*PROVIDED ENTRIES*.
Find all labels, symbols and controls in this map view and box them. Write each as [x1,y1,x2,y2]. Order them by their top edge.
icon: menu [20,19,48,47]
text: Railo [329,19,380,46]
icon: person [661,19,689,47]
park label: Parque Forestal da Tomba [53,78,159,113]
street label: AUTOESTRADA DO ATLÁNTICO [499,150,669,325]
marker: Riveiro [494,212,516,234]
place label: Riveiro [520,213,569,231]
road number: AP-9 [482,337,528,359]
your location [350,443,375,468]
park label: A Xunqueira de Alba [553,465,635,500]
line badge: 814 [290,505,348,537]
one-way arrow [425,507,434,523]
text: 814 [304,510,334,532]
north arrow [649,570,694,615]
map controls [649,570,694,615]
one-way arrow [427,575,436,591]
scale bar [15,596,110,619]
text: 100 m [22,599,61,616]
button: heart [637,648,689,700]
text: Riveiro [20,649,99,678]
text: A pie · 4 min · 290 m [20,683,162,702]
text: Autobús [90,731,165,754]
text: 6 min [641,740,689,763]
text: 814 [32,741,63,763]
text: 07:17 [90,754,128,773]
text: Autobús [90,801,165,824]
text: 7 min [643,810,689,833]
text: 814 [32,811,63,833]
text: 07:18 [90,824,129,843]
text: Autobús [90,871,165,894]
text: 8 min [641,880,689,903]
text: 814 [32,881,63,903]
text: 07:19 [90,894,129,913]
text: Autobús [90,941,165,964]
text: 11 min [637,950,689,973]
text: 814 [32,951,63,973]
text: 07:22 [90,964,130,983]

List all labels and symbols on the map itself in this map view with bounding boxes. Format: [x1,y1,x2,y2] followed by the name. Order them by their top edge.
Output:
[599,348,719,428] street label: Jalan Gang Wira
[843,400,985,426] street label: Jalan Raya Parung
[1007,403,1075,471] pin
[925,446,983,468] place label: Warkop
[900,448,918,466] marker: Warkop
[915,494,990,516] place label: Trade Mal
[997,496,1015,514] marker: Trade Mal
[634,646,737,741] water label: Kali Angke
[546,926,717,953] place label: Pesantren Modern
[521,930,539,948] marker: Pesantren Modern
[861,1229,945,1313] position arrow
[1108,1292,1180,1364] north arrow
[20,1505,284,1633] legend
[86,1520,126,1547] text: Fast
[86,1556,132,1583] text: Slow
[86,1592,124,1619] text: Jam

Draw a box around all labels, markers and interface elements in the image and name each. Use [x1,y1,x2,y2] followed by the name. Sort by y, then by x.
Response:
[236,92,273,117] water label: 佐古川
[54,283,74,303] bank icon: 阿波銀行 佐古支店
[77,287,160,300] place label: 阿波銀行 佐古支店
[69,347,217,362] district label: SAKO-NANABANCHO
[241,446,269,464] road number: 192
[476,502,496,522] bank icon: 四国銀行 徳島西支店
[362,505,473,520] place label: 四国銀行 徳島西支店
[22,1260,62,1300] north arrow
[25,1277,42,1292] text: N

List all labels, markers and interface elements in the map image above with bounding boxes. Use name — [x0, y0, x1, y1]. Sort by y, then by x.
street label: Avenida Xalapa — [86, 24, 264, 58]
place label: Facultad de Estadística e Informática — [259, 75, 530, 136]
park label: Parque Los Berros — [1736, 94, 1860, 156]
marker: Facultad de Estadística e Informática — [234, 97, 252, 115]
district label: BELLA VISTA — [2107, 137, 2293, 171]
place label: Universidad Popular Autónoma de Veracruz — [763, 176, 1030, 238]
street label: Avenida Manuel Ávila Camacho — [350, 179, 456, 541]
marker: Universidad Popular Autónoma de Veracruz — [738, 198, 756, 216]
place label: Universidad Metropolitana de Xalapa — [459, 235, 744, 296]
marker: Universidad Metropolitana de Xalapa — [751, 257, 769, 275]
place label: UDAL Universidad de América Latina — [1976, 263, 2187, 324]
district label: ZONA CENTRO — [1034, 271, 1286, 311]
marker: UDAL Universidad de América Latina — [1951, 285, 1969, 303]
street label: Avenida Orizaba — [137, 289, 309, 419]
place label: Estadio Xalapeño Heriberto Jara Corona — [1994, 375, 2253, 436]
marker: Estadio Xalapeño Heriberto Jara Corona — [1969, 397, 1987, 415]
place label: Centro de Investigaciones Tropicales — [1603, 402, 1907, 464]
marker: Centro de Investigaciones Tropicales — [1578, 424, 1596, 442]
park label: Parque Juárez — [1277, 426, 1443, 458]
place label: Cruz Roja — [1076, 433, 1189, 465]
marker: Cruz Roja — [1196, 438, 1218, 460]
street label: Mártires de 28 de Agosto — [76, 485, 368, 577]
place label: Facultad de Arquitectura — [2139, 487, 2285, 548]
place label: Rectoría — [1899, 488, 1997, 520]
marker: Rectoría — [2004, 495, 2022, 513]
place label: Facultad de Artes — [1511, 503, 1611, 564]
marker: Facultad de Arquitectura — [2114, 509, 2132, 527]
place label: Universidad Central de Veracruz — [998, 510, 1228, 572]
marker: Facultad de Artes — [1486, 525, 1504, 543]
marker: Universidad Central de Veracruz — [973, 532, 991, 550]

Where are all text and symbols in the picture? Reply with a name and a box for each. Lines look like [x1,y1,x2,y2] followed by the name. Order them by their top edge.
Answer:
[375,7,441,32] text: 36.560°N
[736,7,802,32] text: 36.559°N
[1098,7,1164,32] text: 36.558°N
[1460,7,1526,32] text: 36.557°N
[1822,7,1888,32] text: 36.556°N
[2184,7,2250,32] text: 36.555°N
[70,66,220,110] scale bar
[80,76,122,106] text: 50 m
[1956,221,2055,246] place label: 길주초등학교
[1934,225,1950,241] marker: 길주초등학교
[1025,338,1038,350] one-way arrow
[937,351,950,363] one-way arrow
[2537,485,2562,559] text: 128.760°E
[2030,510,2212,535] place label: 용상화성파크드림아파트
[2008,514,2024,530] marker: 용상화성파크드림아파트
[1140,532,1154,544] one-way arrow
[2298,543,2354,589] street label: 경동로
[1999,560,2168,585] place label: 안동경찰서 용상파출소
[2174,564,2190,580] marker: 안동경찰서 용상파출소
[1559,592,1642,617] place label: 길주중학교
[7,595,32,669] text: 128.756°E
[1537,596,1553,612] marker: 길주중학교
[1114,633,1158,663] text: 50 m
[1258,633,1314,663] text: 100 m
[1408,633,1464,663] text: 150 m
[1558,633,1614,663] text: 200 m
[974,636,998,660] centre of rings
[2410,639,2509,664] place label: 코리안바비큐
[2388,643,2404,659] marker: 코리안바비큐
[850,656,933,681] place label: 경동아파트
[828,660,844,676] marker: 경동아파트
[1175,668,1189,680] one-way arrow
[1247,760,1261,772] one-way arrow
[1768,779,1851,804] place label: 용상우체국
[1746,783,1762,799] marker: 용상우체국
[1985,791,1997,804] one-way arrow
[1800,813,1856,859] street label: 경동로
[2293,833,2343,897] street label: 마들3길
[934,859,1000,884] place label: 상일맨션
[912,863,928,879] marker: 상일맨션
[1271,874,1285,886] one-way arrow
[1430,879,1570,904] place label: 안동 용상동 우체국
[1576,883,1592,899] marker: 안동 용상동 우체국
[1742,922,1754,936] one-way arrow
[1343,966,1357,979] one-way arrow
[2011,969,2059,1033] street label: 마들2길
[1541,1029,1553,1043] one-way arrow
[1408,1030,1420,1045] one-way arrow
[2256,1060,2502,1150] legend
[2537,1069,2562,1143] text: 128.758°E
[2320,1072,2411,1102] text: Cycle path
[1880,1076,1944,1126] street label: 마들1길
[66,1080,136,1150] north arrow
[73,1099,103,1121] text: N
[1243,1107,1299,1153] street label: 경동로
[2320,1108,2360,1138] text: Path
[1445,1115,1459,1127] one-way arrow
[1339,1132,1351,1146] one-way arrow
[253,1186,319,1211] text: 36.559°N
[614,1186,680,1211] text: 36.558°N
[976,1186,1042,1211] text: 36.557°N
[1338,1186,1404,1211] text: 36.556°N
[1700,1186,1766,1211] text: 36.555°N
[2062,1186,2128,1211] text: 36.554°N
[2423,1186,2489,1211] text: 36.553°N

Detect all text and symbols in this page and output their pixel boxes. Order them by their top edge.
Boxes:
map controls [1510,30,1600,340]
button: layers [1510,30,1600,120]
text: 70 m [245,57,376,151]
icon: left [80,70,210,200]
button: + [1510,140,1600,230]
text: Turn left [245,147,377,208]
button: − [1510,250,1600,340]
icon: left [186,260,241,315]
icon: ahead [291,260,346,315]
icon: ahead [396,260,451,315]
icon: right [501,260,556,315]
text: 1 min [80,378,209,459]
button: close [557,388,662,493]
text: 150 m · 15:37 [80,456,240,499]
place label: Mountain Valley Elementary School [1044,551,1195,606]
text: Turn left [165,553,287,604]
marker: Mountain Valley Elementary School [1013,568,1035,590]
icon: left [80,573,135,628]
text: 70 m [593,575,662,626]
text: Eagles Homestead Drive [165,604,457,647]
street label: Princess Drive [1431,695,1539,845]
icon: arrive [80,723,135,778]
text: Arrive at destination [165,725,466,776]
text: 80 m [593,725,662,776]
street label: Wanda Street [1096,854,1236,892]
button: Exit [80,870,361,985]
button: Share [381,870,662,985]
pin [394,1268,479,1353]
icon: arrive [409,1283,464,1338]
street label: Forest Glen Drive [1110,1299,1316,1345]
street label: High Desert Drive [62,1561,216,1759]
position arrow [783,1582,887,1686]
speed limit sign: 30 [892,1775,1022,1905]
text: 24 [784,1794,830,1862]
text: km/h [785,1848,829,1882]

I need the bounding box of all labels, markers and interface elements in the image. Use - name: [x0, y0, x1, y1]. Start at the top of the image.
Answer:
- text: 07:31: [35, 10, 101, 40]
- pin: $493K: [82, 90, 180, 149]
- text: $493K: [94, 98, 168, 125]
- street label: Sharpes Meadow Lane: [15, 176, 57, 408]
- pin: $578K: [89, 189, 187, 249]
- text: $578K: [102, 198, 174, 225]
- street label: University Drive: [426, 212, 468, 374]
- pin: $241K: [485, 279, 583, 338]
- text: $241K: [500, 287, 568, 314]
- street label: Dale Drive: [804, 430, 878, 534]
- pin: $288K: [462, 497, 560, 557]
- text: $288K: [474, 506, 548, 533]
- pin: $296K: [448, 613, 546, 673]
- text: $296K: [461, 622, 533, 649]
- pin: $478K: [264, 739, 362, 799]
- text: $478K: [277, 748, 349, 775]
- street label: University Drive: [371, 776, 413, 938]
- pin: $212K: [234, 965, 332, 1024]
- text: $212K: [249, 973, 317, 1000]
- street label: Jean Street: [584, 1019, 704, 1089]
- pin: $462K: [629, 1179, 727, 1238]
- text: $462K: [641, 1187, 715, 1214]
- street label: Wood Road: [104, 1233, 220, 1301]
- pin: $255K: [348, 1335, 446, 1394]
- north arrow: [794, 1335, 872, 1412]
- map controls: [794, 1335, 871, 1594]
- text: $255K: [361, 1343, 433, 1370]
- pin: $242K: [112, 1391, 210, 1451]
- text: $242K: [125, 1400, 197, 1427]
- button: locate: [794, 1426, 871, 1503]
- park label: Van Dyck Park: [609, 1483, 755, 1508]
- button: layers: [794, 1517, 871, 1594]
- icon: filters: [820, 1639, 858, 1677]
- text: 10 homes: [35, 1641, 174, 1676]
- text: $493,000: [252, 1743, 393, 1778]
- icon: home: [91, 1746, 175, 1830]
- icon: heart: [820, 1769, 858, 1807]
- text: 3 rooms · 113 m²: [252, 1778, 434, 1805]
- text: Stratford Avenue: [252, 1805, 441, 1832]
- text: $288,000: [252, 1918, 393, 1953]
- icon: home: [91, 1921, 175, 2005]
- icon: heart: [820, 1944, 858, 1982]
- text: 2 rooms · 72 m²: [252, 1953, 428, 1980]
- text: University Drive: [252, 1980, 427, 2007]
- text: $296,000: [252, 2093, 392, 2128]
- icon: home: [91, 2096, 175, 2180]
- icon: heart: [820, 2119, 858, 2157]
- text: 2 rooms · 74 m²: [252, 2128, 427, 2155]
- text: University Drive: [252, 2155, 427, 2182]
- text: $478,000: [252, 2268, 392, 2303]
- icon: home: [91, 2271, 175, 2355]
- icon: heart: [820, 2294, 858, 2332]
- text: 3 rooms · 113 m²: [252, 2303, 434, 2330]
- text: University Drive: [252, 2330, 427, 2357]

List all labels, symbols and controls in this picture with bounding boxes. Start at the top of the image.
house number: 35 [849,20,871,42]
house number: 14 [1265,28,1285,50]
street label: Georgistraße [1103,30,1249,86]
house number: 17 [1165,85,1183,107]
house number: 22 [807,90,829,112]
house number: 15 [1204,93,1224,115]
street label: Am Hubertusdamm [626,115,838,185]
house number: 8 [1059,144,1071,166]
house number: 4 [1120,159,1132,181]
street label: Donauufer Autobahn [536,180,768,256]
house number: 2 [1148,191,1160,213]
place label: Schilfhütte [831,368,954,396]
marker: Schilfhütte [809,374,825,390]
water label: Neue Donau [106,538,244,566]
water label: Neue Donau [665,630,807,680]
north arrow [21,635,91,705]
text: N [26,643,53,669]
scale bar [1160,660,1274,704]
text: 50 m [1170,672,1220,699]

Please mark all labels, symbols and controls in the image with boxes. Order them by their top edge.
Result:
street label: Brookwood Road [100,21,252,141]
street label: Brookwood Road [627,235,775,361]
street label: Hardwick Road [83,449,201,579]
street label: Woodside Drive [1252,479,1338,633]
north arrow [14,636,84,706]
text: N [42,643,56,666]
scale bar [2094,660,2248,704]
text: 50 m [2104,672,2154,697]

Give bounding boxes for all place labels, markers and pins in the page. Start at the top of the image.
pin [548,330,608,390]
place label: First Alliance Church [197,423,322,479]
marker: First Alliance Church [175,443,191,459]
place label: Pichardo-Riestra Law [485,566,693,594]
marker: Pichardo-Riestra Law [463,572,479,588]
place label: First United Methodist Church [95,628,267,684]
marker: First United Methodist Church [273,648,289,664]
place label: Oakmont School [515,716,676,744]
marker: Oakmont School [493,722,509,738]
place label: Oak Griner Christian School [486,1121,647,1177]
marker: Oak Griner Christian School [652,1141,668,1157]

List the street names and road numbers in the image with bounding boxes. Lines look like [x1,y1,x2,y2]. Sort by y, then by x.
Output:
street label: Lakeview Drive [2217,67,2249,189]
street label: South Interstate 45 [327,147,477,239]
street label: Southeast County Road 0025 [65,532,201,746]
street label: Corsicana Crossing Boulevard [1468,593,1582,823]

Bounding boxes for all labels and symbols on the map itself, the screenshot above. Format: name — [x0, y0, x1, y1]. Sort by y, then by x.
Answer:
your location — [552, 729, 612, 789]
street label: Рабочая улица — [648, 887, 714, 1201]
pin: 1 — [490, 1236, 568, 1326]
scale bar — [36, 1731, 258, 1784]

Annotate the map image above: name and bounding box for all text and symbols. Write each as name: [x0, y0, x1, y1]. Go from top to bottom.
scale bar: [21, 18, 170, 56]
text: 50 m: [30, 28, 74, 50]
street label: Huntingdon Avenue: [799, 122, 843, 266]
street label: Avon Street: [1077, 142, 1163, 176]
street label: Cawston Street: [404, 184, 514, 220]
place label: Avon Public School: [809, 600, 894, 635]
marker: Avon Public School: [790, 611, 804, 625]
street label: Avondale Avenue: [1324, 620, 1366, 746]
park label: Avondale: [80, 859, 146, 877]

*TO DO*.
Pull every line containing the word "position" out of the material.

*ANSWER BELOW*.
[861,1229,945,1313] position arrow
position arrow [783,1582,887,1686]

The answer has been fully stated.